La mobilisation se poursuit. Neuf des plus importants syndicats ont appelé à « l’arrêt complet et prolongé de l’économie » à partir de ce lundi. « Le moment est venu d’agir ». Permettre aux activités économiques de se poursuivre ne ferait qu’aider l’armée qui « réprime l’énergie du peuple birman », ont-ils écrit dans un communiqué commun.
Du coup, des usines de textile, un secteur en plein essor avant le coup d’État du 1er février, des centres commerciaux, les banques et les postes gardent porte close. La junte a pour sa part mis en garde les fonctionnaires : ceux qui n’auront pas repris le travail à partir de lundi seront licenciés.

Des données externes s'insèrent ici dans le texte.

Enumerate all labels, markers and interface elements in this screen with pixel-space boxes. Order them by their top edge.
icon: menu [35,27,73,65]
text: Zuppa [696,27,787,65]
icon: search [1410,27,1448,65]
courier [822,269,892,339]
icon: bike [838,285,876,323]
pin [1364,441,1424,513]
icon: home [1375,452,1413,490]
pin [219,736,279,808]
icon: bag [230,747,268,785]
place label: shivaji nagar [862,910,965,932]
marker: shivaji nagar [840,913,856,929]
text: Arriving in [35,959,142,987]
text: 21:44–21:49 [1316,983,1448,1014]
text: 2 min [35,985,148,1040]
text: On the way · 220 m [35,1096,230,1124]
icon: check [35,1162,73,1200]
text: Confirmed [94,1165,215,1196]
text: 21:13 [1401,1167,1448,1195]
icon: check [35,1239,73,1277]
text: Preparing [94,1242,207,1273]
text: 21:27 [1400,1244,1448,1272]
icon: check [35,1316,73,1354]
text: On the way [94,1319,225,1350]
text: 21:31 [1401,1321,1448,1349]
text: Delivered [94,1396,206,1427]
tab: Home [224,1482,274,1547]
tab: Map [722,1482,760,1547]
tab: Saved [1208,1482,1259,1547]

Les appels à la grève, lancés dès les premières heures qui ont suivi le putsch, ont déjà eu un impact important sur de nombreux secteurs, avec des banques incapables de fonctionner, des hôpitaux fermés et des bureaux ministériels vides.
Minorités ethniques dans la contestation
Des minorités ethniques ont rejoint la contestation. Près de la ville de Dawei, dans le sud du pays, des centaines de Karens ont manifesté, brandissant leur drapeau bleu, blanc rouge et appelant à « en finir avec la dictature ». Le cortège était escorté par des rebelles de la faction armée Union nationale karen (KNU), venue protéger les protestataires contre d’éventuelles violences des forces de sécurité.
Des Birmanes, en nombre, ont rejoint les défilés pour célébrer la journée internationale des femmes. Moines, étudiants, fonctionnaires… Des milliers de Birmans ont manifesté dimanche, notamment à Mandalay, dans le centre du pays, où un grand sit-in a été organisé. La police et l’armée ont fait usage de gaz lacrymogène, de munitions en caoutchouc mais aussi de balles réelles pour disperser des rassemblements.
Des dizaines de contestataires ont été arrêtés et plusieurs blessés, selon l’Association d’assistance aux prisonniers politiques (AAPP). Des manifestations qui se tenaient « dans des zones résidentielles, dans l’enceinte d’édifices religieux, d’hôpitaux et d’un campus ont été violemment réprimées », d’après l’ONG birmane.
Des raids nocturnes
Les forces de sécurité ont été déployées dimanche soir dans plusieurs quartiers de Rangoun et ont mené des opérations dans plusieurs hôpitaux publics de la ville. L’ONG Physicians for Human Rights a condamné l’occupation des hôpitaux, se disant « consternée par cette dernière vague de violence ».
Samedi, des raids nocturnes avaient visé des responsables de la Ligue nationale pour la démocratie (LND), le parti d’Aung San Suu Kyi, plusieurs avaient été arrêtés et un représentant local du mouvement, Khin Maung Latt, tué. Les députés qui ne reconnaissent pas la légitimité du coup d’État et ont créé un comité pour représenter le gouvernement civil se rendent coupables de « haute trahison », un crime passible de la peine de mort ou de 22 ans de détention, a averti la junte.
Plus de 50 manifestants ont été tués depuis le putsch qui a renversé la prix Nobel de la paix 1991, a fait savoir l’ONU la semaine dernière.